Of all the twenty drivers in the current grid for the 2024 world championship season, it is Carlos Sainz jr. who faces nothing shy than a litmus test of sorts.
Quite frankly, the way he performs this season and the grid position he is able to hold onto upon the competition of what is infallibly the most gruelling challenge for drivers out there, will decide the future course of his F1 career.
This is a driver who didn’t waste any time whatsoever to prove his worth in his maiden Scuderia Ferrari assignment; he beat his teammate Charles Leclerc by a margin as scant but definitive at 4.5 points in 2021, which was his first year in red racing overalls.
His then greatest moment in Formula 1 arrived a year later when he beat the likes of Lewis Hamilton at the seven time world champion’s home race at Silverstone to notch up a first, if also memorable, career win.
But most importantly, if you were to rewind the clock back to September of 2023, you’d realise that from that point on until the present day, it’s no one else but Sainz who has emerged with a win when the rest on the grid have quite simply failed to stop the Max Verstappen charge.
It’s one thing to win a race but something quite uniquely spectacular when you emerge as the only non Red Bull driver in a world championship season to win a Formula 1 Grand Prix.
Sainz at Singapore last year was devastating and blindingly fast, just the keywords with which you could possibly find dozens of Leclerc literature online.
But as far as this year is concerned and make no mistake, the season is just two race old (on present day), Sainz is already a busy man truly engrossed in the back spinning and spine tingling adrenaline-pumped action.
It took him just one race, one, to enforce the point, to emerge with Scuderia Ferrari’s maiden podium of the year.
The fighting P3 at the season opener at Sakhir, home to the Bahrain Grand Prix, was firm evidence of Carlos Sainz wanting to exert his weight and draw crowds by sheer worth of performance.
Never a product of hype and not necessarily the object of everyone’s Ferrari affection as that sort of luxury is often afforded to the more popular Leclerc, a best selling material of sorts, Carlos Sainz in 2024 means serious business.
Although it’s often said that one tends to get under tons of pressure when being in the know that it’s your final season at a works Constructor team, if thought otherwise, in another sense, it tends to make things a touch clearer than before.
You simply get to know that all you have is one season to prove them a point and where 2024 is concerned, Sainz has the unquestionable luxury of racing in what is F1’s longest season.
Even as he missed out on the spectacular action-packed Jeddah race owing to an unwanted run in with appendicitis, roars about a comeback for the driver of SF 24#55 have already pumped viewers with great enthusiasm.
Only fair to say that Carlos Sainz himself is raring to go.
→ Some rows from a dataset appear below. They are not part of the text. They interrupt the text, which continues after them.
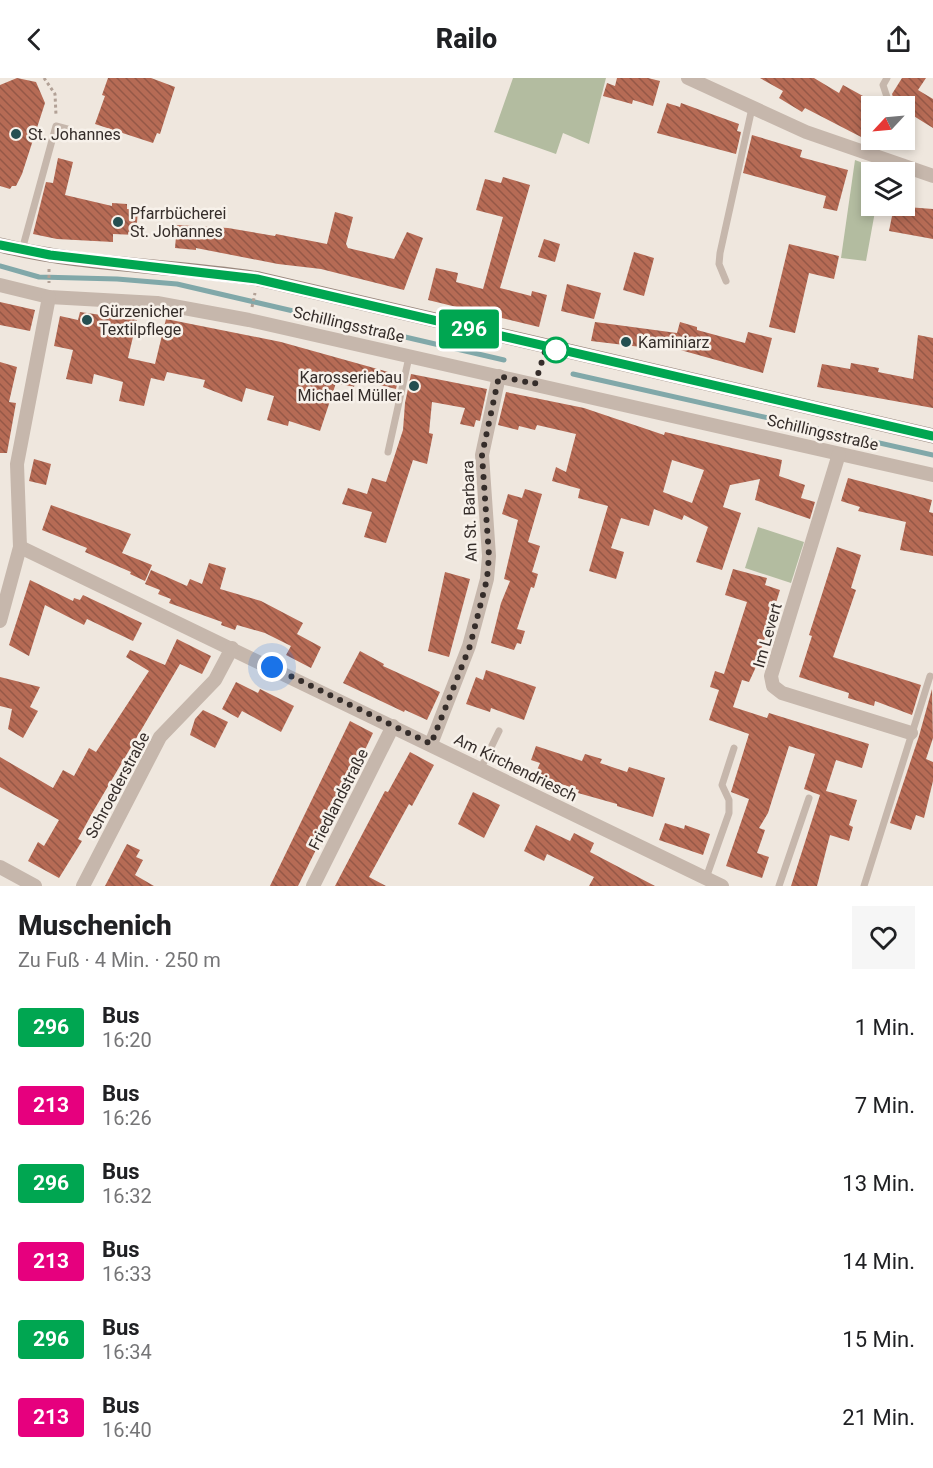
<!DOCTYPE html>
<html lang="de">
<meta charset="utf-8">
<style>
body{margin:0;font-family:Roboto,sans-serif;background:#f6f6f6;color:#202124;height:100vh;display:flex;flex-direction:column;font-size:22px;white-space:nowrap}
*{box-sizing:border-box;margin:0}
p{font-size:20px;color:#757577}
.icon{flex:none;width:33px;height:33px;fill:none;stroke:currentColor;stroke-width:2;stroke-linecap:round;stroke-linejoin:round}
.map{position:relative;height:808px;overflow:hidden}
.side{display:flex;flex-direction:column;background:#fff;flex:1}
.side>*{flex:none}
.badge{padding:0 12px;border-radius:4px;font-size:21px;line-height:39px}
.needle{width:39px;rotate:244deg}
.tools{position:absolute;left:861px;top:18px;display:grid;gap:12px}
.tools a{display:grid;place-items:center;width:54px;height:54px;border-radius:0px;background:#fff;box-shadow:0 3px 9px #0003;font-size:30px}
.you{position:absolute;width:30px;height:30px;margin:-15px;border:4px solid #fff;border-radius:50%;background:#1a73e8;box-shadow:0 0 0 9px #1a73e833}
.map>.badge{position:absolute;translate:-50% -50%;box-shadow:0 0 0 3px #fff}
.round{display:grid;place-items:center;flex:none;width:63px;height:63px;border-radius:0px;background:#f6f6f6}
.summary{display:flex;align-items:center;justify-content:space-between;height:102px;padding:0 18px}
h1{font-size:28px;font-weight:800;line-height:45px}
ul{padding:0;list-style:none}
li{display:flex;align-items:center;gap:18px;height:78px;padding:0 18px}
li div{flex:1}
li b{display:block;font-size:22px}
li em{font-style:normal}
li .badge{min-width:66px;font-weight:700;text-align:center}
header{display:flex;justify-content:space-between;align-items:center;height:78px;padding:0 18px;background:#fff;font-size:27px;font-weight:800}
.map>svg:first-child{display:block}
</style>
<header><svg class="icon" aria-label="back" viewBox="0 0 24 24"><path d="M15 5l-7 7 7 7"/></svg>Railo<svg class="icon" aria-label="share" viewBox="0 0 24 24"><path d="M12 15V3M7 8l5-5 5 5M5 13v7h14v-7"/></svg></header>
<div class="map">
<svg width="933" height="808" viewBox="0 0 933 808">
<defs>
<pattern id="building-back-hatch" width="6" height="6" patternUnits="userSpaceOnUse" patternTransform="scale(1.5)"><rect width="6" height="6" fill="#b66b55"/><path d="M-1 5l2 2M0 0l6 6M5-1l2 2" fill="none" stroke="#955847"/></pattern>
</defs>
<rect width="100%" height="100%" fill="#efe7de"/>
<g fill="#b3bca0">
<path d="M513,0h93l-17,66 -26,-11 -7,21 -62,-22z"/>
<path d="M855,82l27,10v2h-10v34h4l-10,55 -25,-3z"/>
<path d="M758,449l46,15 -13,41 -46,-15z"/>
</g>
<g fill="none" stroke-linecap="round" stroke-linejoin="round">
<g stroke="#81a8a9" stroke-width="5">
<path d="M0,188l39,11 78,2 60,5 327,76"/>
<path d="M573,296l360,81"/>
</g>
</g>
<g fill="url(#building-back-hatch)" fill-rule="evenodd">
<path d="M17,0l19,4 9,21 -23,71 -6,12h-4l-2,3 -10,-3v-101z"/>
<path d="M108,0h43l24,9 -15,47 -3,-1 -4,10 -58,-19 10,-28 -3,-1z"/>
<path d="M617,0h31l12,3 -7,25 -20,-6 -1,4 -29,-8 4,-13 8,3z"/>
<path d="M760,0h54l25,15 4,-8 29,16v32l-7,6 -60,-31 -3,4 -23,-14 4,-7z"/>
<path d="M902,0h24l-8,12 15,9v29l-29,-18v-4h-8l-4,-12z"/>
<path d="M667,25l13,4 1,-4 58,21 -2,7 4,1 -5,22 -79,-21z"/>
<path d="M752,57l50,15 -2,7 48,13 -11,41 -14,-3 3,-12 -83,-23z"/>
<path d="M58,80l15,4 -8,33 47,11v-3l15,1v5l11,1 -2,25 -23,-1v8l-56,-3 -24,-5 13,-52 7,1z"/>
<path d="M503,99l27,8 -30,103 31,8 1,-5 15,4 -8,32 -111,-27 8,-32 22,5 -2,9 27,7 20,-72 -27,-7 9,-31 16,4z"/>
<path d="M894,128l39,3v30l-44,-8z"/>
<path d="M335,134l18,5 -7,27 2,4 46,11 13,-27 16,6 -19,52 -83,-21 -43,-5 -82,-16v2l-21,-2 2,-23 51,3 47,8 1,-2 51,10z"/>
<path d="M544,161l16,5 -5,18 -17,-5z"/>
<path d="M789,166l50,12 -5,23 -25,-6 -14,60 -26,-6z"/>
<path d="M634,174l20,6 -10,38 -21,-6z"/>
<path d="M567,206l34,9 -7,26 -33,-8z"/>
<path d="M0,224l35,8 -5,21 -30,-6z"/>
<path d="M80,234l57,8 -9,38 27,6 11,-45 115,23 118,33 -3,14 -40,-10 -2,8 -18,-4 -16,48 -31,-10 -1,5 -21,-6 7,-24 -28,-8 -4,14 -39,-15 2,-7 -38,-8 -3,9 -13,-3 -7,28 -25,-5 4,-19 -29,-8 -2,10 -26,-5 7,-29 -19,-4 6,-30 18,4z"/>
<path d="M595,244l82,11 3,-11 17,5v3l48,13 3,-11 24,6 -9,35 -97,-27v4l-75,-9z"/>
<path d="M918,257l15,3v70l-116,-21 5,-23 28,5 1,-6 28,5 -1,4 35,7z"/>
<path d="M0,284l17,5 -8,35 7,1 -9,50h-7z"/>
<path d="M411,296l76,15 -7,32 -4,-1 -2,7 -14,-3 5,-16 -33,-6 -3,31 4,1 -6,30 -14,-4 -27,83 -22,-6 8,-25 -30,-8 6,-16 19,6 5,-16 14,4 17,-52 2,-27z"/>
<path d="M506,314l78,16 80,27 1,-3 117,28 -3,16 26,9 -4,13 14,4 -5,17 -55,-19 5,-21 -30,6 -7,22 18,6 -19,57 -26,-8 12,-35 -24,-12 -2,5 -28,-11 -5,17 -28,-8 -10,30 13,4 -8,27 -27,-8 19,-65 -30,-8 2,-9 -28,-8 4,-14 10,5 10,-38 -39,-9 -2,5 -16,-4 -1,4 -20,-5zM672,382l32,10 -12,33 -29,-11z"/>
<path d="M34,381l17,5 -5,21 -17,-4z"/>
<path d="M848,400l84,22 -3,12 4,1v43l-33,-6 6,-28 -48,-11 2,-4 -19,-6z"/>
<path d="M525,411l17,5 -14,48 12,4 -8,26 6,2 -4,14 -3,-1 -14,42 8,2 -4,13 -4,-1 -3,7 -23,-7 10,-40 9,-22 -6,-2 14,-59 -16,-6 6,-20 14,4z"/>
<path d="M51,427l80,29 -9,19 30,12 -7,16 -15,-7 1,-2 -46,-20 2,-4 -45,-18z"/>
<path d="M837,469l24,8 -10,33 5,2 -23,67 88,28 -9,30 -37,-14 -1,5 -26,-8 1,-5 -50,-16 13,-41 -3,-1z"/>
<path d="M209,485l17,5 -6,21 41,12 42,22 -6,11 24,13 -10,21 -25,-13 5,-9 -26,-13 -28,-8 -2,5 -14,-5 1,-3 -53,-19 2,-4 -13,-5 2,-4 -15,-6 6,-14 36,16 3,-7 12,5z"/>
<path d="M733,491l34,9 -2,7 15,5 -25,79 -6,13 -7,-2 -9,27 34,11 2,-5 100,31 -7,24 -26,-8 -10,31 31,9 -8,25 4,2 -4,14 -19,-6 -13,51h-26l29,-91 -16,-6 11,-35 -26,-8 -21,67 -9,15 6,2 -8,23 12,4 -7,21 -36,-12 23,-67 -18,-7 18,-58 -40,-14 10,-30 -9,-3 5,-16 9,3 23,-72 -22,-7z"/>
<path d="M445,494l25,7 -21,78 -21,-6z"/>
<path d="M30,502l43,21 1,-3 6,2 3,-5 59,28 -9,18 -46,-22 -3,6 -39,-20 -16,51 -20,-11z"/>
<path d="M177,561l34,17 -9,18 -22,-10 -86,146 -16,29 4,2 -23,37 -31,-17 10,-19 6,4 15,-26 -59,-33v-30l53,31 10,-18 11,6 15,-28 7,4 53,-81 -23,-14 4,-7 35,15z"/>
<path d="M360,573l24,13 -1,2 57,26 -13,28 -22,-10 -1,2 -61,-29z"/>
<path d="M486,592l50,17 -12,33 -33,-12 -1,4 -24,-8 10,-27 7,3z"/>
<path d="M0,599l40,10 -10,20 8,4 -15,27 -15,-9 4,-20 -12,-3z"/>
<path d="M236,604l22,11 2,-4 34,17 -13,26 -39,-21 -4,7 -16,-9z"/>
<path d="M932,611l1,49 -7,21 7,3v19l-9,37 -8,-3 -5,15 -21,-7 29,-87z"/>
<path d="M203,632l25,12 -13,26 -25,-13 5,-16z"/>
<path d="M350,643l23,12 -21,44 -54,109h-28z"/>
<path d="M536,668l46,15 3,-7 17,5 -2,4 27,9 2,-5 36,11 -12,39 -36,-11v-2l-39,-11 1,-3 -44,-15 5,-12 -9,-3z"/>
<path d="M410,674l24,13 -22,41 -3,-2 -40,73 17,9h-51l50,-95 3,1z"/>
<path d="M473,714l27,13 -16,33 -26,-14z"/>
<path d="M665,745l19,6 1,-4 25,9 -7,21 -44,-15z"/>
<path d="M536,747l34,16 4,-8 20,10 -4,9 65,34h-66l5,-9 -47,-23 -3,7 -20,-10z"/>
<path d="M127,766l13,6 -4,7 7,3 -8,15 19,11h-49z"/>
</g>
<g fill="none" stroke-linecap="round" stroke-linejoin="round">
<g stroke="#b2a196" stroke-width="3" stroke-dasharray="3 3" stroke-linecap="butt">
<path d="M44,0l11,16 1,21"/>
<path d="M49,191v14"/>
<path d="M252,229l3,-14"/>
</g>
<g stroke="#c6b7ac" stroke-width="7">
<path d="M887,0l-4,7 7,21"/>
<path d="M864,74l8,-13"/>
<path d="M22,172l34,-124 15,4"/>
<path d="M726,203l-7,-17 1,-11 32,-145"/>
<path d="M388,374l21,-95"/>
<path d="M481,690l18,-37"/>
<path d="M706,800l23,-65v-13l-7,-15 12,-37"/>
<path d="M779,808l30,-88"/>
<path d="M864,808l66,-210"/>
</g>
<g stroke="#c6b7ac" stroke-width="14">
<path d="M688,0l118,54 127,44"/>
<path d="M0,207l49,12 108,6 92,17 684,155"/>
<path d="M839,376l-68,222 2,10 9,7 129,40"/>
<path d="M20,469l702,339"/>
<path d="M0,543l20,-74 -3,-83 32,-167"/>
<path d="M431,666l38,-98 18,-67 2,-23 -7,-101 17,-79"/>
<path d="M0,789l35,19"/>
<path d="M83,808l77,-149 55,-57 17,-32"/>
<path d="M313,808l80,-160"/>
</g>
<path stroke="#99877d" stroke-width="15" d="M0,167c84,21 173,20 259,34l674,157"/>
</g>
<g fill="none" stroke-linecap="round" stroke-linejoin="round">
<defs>
<path id="line" d="M0,167l50,10 207,24 676,157"/>
</defs>
<use href="#line" stroke="#fff" stroke-width="14"/>
<use href="#line" stroke="#00a651" stroke-width="9"/>
<path stroke="#352d2a" stroke-width="6" stroke-dasharray="0 10.8" d="M272,589l159,77 39,-98 17,-67 2,-23 -7,-101 17,-79 36,8 11,-36 10,2"/>
</g>
<g fill="#244f51" stroke="#f7f1ea" stroke-width="2">
<circle cx="16" cy="56" r="6"/>
<circle cx="118" cy="144" r="6"/>
<circle cx="87" cy="242" r="6"/>
<circle cx="626" cy="264" r="6"/>
<circle cx="414" cy="308" r="6"/>
</g>
<circle fill="#fff" stroke="#00a651" stroke-width="3" cx="556" cy="272" r="12"/>
<g text-anchor="middle" stroke-width="5" stroke-linejoin="round" paint-order="stroke">
<g font-size="16" fill="#352d2a" stroke="#f7f1ea" text-anchor="start">
<text x="28" y="62">St. Johannes</text>
<text x="130" y="141">Pfarrbücherei<tspan x="130" dy="18">St. Johannes</tspan></text>
<text x="99" y="239">Gürzenicher<tspan x="99" dy="18">Textilpflege</tspan></text>
<text x="638" y="270">Kaminiarz</text>
<text x="402" y="305" text-anchor="end">Karosseriebau<tspan x="402" dy="18">Michael Müller</tspan></text>
</g>
<g font-size="16" fill="#352d2a" stroke="#f7f1ea">
<text transform="translate(349 246) rotate(13)" y="6">Schillingsstraße</text>
<text transform="translate(823 354) rotate(13)" y="6">Schillingsstraße</text>
<text transform="translate(469 433) rotate(-92)" y="6">An St. Barbara</text>
<text transform="translate(767 557) rotate(-74)" y="6">Im Levert</text>
<text transform="translate(516 689) rotate(26)" y="6">Am Kirchendriesch</text>
<text transform="translate(117 707) rotate(-62)" y="6">Schroederstraße</text>
<text transform="translate(338 721) rotate(-63)" y="6">Friedlandstraße</text>
</g>
</g>
</svg>
<div class="tools">
<a><svg class="needle" viewBox="-14 -14 28 28"><path d="M0-13l5 13h-10z" fill="#e53935"/><path d="M0 13l5-13h-10z" fill="#757577"/></svg></a>
<a><svg class="icon" aria-label="layers" viewBox="0 0 24 24"><path d="M12 4l9 5-9 5-9-5zM3 14l9 5 9-5"/></svg></a>
</div>
<div class="you" style="left:272px;top:589px"></div>
<b class="badge" style="left:469px;top:251px;background:#00a651;color:#fff">296</b>
</div>
<section class="side">
<div class="summary"><div><h1>Muschenich</h1><p>Zu Fuß · 4 Min. · 250 m</p></div><a class="round"><svg class="icon" aria-label="heart" viewBox="0 0 24 24"><path d="M12 20l-8-8c-3-5 5-10 8-4 3-6 11-1 8 4z"/></svg></a></div>
<ul>
<li><span class="badge" style="background:#00a651;color:#fff">296</span><div><b>Bus</b><p>16:20</p></div><em>1 Min.</em></li>
<li><span class="badge" style="background:#e6007e;color:#fff">213</span><div><b>Bus</b><p>16:26</p></div><em>7 Min.</em></li>
<li><span class="badge" style="background:#00a651;color:#fff">296</span><div><b>Bus</b><p>16:32</p></div><em>13 Min.</em></li>
<li><span class="badge" style="background:#e6007e;color:#fff">213</span><div><b>Bus</b><p>16:33</p></div><em>14 Min.</em></li>
<li><span class="badge" style="background:#00a651;color:#fff">296</span><div><b>Bus</b><p>16:34</p></div><em>15 Min.</em></li>
<li><span class="badge" style="background:#e6007e;color:#fff">213</span><div><b>Bus</b><p>16:40</p></div><em>21 Min.</em></li>
</ul>
</section>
He must surely be pumped to see the enterprising debut of a driver several years his junior, but one with pomp and self confidence: Ollie Bearman.
And while it’s somewhere fruitless and needless to engage in the discussion as to where might Sainz have finished at Jeddah considering the F1 newbie scored a valiant seventh, surely, there’s merit in suggesting that the Spaniard would have taken some notes on the performance of the 2024 machine that carries a sense of pomp capable of fuelling fans with endless verve of adrenaline.
It was truly heartening to see Ferrari’s most recent race winner resurfacing at the paddock inside 24 hours of undergoing what he called a “smooth operation” at Saudi Arabia.
Cool, calm and congenital- Formula 1’s smooth operator will be dying to make a defiant comeback in his SF24.
But what’ll be most interesting and important at the same time will be to see just how Sainz proceeds this season in comparison to the man often fondly labelled Ferrari’s main driver: Leclerc.
With both drivers accumulating a podium apiece and a machine that seems to have something in it somewhere to match the menacingly quick Red Bull, just how might the future races pan out for Ferrari? And the most dominant headliner in there will be to see whether Carlos Sainz can pull up an ace or two in what lies ahead.
Surely, the Tifosi would love something memorable from the ebb of the sport’s most understated talent.